Pimcore allows you to run multiple sites from the one system. So first we put a check in our layout.phtml :

$navStartNode = $this->document->getProperty("navigationRoot");
    if(!$navStartNode instanceof Document_Page) 
    {
        if(Site::isSiteRequest()) 
        {
            $site = Site::getCurrentSite();
            $navStartNode = $site->getRootDocument();
        } 
        else 
        {
            $navStartNode = Document::getById(1);
        }
    }

The root site always has Document ID 1. In the Pimcore admin panel, you right click and add a new page, then right click and you can tell it to use that page as an actual site, so you can add as many as you like!

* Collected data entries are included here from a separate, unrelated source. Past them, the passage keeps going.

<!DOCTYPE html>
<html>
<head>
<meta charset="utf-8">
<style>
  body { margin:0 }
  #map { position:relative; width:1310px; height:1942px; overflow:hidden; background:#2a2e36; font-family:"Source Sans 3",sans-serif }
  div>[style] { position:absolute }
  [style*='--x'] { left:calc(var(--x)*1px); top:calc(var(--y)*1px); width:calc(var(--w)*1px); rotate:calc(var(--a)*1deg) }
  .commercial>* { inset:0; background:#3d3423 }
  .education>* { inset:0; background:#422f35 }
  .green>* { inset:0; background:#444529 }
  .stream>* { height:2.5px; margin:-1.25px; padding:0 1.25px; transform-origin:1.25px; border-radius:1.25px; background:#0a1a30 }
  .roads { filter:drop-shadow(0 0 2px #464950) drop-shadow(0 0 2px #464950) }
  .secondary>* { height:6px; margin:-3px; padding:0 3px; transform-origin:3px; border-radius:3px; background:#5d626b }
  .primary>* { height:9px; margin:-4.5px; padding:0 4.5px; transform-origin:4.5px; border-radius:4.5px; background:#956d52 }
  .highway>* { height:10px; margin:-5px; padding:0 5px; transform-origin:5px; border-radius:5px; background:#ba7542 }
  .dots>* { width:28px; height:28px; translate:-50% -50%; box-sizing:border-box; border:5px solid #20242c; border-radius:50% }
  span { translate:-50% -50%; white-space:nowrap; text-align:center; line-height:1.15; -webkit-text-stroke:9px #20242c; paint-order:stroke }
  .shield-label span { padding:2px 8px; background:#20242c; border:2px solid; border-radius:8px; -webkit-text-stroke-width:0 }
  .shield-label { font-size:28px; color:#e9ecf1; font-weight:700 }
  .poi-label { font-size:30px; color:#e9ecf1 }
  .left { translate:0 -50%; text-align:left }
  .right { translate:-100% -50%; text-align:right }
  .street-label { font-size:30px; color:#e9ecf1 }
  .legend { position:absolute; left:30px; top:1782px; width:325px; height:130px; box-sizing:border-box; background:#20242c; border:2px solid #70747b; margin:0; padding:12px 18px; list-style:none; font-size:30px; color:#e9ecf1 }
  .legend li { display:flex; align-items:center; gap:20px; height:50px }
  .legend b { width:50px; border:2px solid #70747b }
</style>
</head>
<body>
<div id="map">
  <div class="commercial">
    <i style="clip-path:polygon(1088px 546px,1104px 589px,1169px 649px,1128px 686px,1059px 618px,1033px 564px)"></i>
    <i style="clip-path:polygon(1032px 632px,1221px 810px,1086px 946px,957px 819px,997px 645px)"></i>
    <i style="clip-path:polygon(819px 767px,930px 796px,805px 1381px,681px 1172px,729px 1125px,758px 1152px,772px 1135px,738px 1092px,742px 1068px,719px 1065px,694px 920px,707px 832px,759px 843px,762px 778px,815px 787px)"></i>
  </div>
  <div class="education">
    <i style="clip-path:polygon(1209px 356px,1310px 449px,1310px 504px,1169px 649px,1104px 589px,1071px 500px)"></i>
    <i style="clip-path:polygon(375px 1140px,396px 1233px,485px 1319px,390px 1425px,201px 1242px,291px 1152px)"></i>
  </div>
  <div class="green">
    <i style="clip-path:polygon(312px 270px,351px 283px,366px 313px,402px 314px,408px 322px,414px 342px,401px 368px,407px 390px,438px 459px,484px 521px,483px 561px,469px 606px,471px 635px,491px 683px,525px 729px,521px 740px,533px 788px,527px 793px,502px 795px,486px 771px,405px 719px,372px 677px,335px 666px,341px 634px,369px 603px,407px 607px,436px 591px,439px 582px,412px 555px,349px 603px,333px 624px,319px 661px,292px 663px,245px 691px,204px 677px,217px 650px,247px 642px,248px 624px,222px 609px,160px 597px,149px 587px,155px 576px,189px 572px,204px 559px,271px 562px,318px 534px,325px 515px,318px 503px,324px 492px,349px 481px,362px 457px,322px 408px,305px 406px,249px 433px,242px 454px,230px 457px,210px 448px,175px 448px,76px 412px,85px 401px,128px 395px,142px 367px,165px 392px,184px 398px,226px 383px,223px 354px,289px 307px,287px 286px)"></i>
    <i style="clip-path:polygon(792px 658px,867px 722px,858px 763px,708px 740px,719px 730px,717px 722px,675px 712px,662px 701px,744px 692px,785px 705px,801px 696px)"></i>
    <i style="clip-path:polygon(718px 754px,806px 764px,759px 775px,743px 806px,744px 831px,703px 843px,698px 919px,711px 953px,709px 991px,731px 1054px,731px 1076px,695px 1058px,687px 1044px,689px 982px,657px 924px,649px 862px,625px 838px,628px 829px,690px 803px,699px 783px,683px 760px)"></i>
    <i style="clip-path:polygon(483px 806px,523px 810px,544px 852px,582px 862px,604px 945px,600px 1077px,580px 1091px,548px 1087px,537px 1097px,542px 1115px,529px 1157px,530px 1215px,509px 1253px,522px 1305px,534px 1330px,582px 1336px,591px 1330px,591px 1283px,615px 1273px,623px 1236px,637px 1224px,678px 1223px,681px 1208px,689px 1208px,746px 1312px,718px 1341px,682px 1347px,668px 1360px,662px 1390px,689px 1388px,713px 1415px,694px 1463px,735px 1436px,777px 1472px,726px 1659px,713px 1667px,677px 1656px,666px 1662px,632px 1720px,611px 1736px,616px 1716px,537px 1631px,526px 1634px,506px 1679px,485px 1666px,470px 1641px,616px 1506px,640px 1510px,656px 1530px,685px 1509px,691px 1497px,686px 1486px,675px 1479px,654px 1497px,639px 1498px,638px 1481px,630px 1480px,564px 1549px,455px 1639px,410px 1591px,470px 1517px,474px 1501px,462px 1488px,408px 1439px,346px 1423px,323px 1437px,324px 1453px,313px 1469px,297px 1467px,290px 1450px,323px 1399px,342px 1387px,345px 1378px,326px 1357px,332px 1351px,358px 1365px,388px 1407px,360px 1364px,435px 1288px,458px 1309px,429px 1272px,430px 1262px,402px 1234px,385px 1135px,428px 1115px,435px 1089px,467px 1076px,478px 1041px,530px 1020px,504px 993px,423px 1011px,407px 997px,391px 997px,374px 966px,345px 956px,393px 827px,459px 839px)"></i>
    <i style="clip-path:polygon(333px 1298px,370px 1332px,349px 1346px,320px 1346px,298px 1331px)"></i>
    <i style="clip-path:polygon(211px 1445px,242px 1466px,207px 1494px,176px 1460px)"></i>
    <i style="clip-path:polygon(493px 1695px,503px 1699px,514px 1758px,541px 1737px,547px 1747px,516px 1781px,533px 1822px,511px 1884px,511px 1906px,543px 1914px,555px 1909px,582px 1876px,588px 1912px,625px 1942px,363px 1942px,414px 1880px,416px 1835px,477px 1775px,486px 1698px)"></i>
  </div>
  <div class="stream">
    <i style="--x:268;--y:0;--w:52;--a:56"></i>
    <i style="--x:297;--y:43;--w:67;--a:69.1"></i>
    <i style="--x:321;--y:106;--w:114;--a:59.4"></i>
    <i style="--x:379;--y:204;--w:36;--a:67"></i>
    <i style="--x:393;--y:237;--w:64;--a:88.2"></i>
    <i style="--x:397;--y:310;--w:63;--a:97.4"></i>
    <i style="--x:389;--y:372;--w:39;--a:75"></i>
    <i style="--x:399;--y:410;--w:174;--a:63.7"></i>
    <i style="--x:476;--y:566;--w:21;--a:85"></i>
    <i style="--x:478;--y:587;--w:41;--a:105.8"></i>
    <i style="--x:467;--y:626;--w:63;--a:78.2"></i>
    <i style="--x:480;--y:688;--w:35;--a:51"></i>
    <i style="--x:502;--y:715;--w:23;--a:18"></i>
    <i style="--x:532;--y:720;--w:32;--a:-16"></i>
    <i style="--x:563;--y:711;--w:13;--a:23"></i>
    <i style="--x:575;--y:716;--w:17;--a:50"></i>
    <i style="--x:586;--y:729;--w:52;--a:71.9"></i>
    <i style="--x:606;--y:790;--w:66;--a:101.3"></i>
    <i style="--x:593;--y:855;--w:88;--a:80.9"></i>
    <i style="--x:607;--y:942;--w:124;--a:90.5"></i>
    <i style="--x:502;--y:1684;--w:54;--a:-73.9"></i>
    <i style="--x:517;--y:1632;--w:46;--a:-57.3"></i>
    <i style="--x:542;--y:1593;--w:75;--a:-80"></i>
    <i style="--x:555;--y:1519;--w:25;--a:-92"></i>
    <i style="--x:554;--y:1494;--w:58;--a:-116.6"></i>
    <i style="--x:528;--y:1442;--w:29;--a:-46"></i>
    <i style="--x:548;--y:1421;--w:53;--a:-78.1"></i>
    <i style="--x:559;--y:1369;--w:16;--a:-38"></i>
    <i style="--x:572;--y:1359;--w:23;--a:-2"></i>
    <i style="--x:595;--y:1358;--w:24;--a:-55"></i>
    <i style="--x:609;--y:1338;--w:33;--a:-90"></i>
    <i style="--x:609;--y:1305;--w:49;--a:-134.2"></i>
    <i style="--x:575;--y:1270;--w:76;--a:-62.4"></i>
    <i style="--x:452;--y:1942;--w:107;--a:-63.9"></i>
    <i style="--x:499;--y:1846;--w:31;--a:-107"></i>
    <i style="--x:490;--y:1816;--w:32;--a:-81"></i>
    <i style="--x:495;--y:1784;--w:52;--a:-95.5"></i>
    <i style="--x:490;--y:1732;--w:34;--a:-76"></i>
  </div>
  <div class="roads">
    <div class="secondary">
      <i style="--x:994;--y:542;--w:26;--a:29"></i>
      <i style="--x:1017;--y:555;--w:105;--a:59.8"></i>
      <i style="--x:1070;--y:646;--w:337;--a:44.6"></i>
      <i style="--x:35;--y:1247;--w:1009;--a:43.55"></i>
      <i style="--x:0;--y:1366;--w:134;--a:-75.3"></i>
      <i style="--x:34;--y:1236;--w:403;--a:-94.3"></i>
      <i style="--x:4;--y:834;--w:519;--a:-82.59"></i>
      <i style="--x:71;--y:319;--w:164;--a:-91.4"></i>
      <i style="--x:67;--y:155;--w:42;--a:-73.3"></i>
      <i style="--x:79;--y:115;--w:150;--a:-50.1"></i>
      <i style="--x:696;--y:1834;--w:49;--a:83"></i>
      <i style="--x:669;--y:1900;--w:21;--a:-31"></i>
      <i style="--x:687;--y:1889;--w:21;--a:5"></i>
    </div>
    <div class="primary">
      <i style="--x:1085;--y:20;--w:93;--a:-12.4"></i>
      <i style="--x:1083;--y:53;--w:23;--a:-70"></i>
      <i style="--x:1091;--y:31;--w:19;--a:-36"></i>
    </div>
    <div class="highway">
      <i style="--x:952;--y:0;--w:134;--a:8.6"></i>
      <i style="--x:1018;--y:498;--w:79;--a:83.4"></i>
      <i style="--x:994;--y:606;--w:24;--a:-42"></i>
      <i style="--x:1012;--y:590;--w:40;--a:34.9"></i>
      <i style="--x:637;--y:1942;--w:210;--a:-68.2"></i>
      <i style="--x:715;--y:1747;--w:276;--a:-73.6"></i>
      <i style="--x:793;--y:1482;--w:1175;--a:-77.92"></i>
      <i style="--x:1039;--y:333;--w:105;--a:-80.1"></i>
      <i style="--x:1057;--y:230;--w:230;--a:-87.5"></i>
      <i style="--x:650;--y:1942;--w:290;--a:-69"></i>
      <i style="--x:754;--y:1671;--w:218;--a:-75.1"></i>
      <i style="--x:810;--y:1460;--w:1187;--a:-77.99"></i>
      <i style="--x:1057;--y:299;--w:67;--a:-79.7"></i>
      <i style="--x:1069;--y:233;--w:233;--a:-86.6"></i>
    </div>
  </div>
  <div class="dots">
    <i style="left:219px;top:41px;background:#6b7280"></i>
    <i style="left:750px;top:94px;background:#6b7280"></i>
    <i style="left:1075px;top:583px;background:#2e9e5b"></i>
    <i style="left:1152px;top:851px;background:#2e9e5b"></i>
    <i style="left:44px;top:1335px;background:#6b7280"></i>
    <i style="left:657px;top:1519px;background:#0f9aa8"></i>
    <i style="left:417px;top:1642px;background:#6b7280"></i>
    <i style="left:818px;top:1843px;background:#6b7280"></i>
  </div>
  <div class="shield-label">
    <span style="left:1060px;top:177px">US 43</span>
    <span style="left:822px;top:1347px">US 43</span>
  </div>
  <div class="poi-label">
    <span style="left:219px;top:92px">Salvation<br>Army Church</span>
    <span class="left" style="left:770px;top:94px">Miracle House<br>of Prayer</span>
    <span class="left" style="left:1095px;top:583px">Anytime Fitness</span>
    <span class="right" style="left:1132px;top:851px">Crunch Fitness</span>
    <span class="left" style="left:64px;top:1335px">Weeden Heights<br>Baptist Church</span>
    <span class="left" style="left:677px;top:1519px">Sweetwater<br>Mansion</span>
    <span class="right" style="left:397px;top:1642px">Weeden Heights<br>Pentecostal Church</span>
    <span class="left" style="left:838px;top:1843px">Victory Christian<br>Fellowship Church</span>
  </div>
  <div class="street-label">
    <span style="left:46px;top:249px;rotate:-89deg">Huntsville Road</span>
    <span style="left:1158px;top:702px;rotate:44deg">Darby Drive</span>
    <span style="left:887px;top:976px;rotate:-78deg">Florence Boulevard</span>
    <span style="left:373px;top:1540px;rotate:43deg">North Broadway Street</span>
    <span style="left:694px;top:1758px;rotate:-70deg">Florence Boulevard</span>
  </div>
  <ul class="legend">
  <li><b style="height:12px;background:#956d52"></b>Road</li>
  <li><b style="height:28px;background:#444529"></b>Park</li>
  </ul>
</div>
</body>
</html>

In the layout.phtml (or view partial like header.phtml), I have the following:

<div class="navbar-collapse collapse">
<?php
        $navigation = $this->pimcoreNavigation()->getNavigation($this->document, $navStartNode);;
        echo $this->navigation()->menu()->renderPartial($navigation, 'elements/theme-nav.phtml', array(
                "maxDepth" => 1,
                "ulClass" => "nav navbar-nav"
          ));
 ?>
</div>

Pimcore checks in the views folder for the partial (elements/theme-nav.phtml in my example). In my project the views folder is located in /website/views/scripts, so create an elements folder, and create theme-nav.phtml:

<ul class="nav navbar-nav"  data-0="margin-top:20px;" data-300="margin-top:5px;">
    <?php
    foreach ($this->container as $page) 
    {
        echo '<li>'.$this->navigation()->menu()->htmlify($page).'</li>';
    }
    ?>
</ul>

And that’s it! Your Navigation is now rendered in the way we want!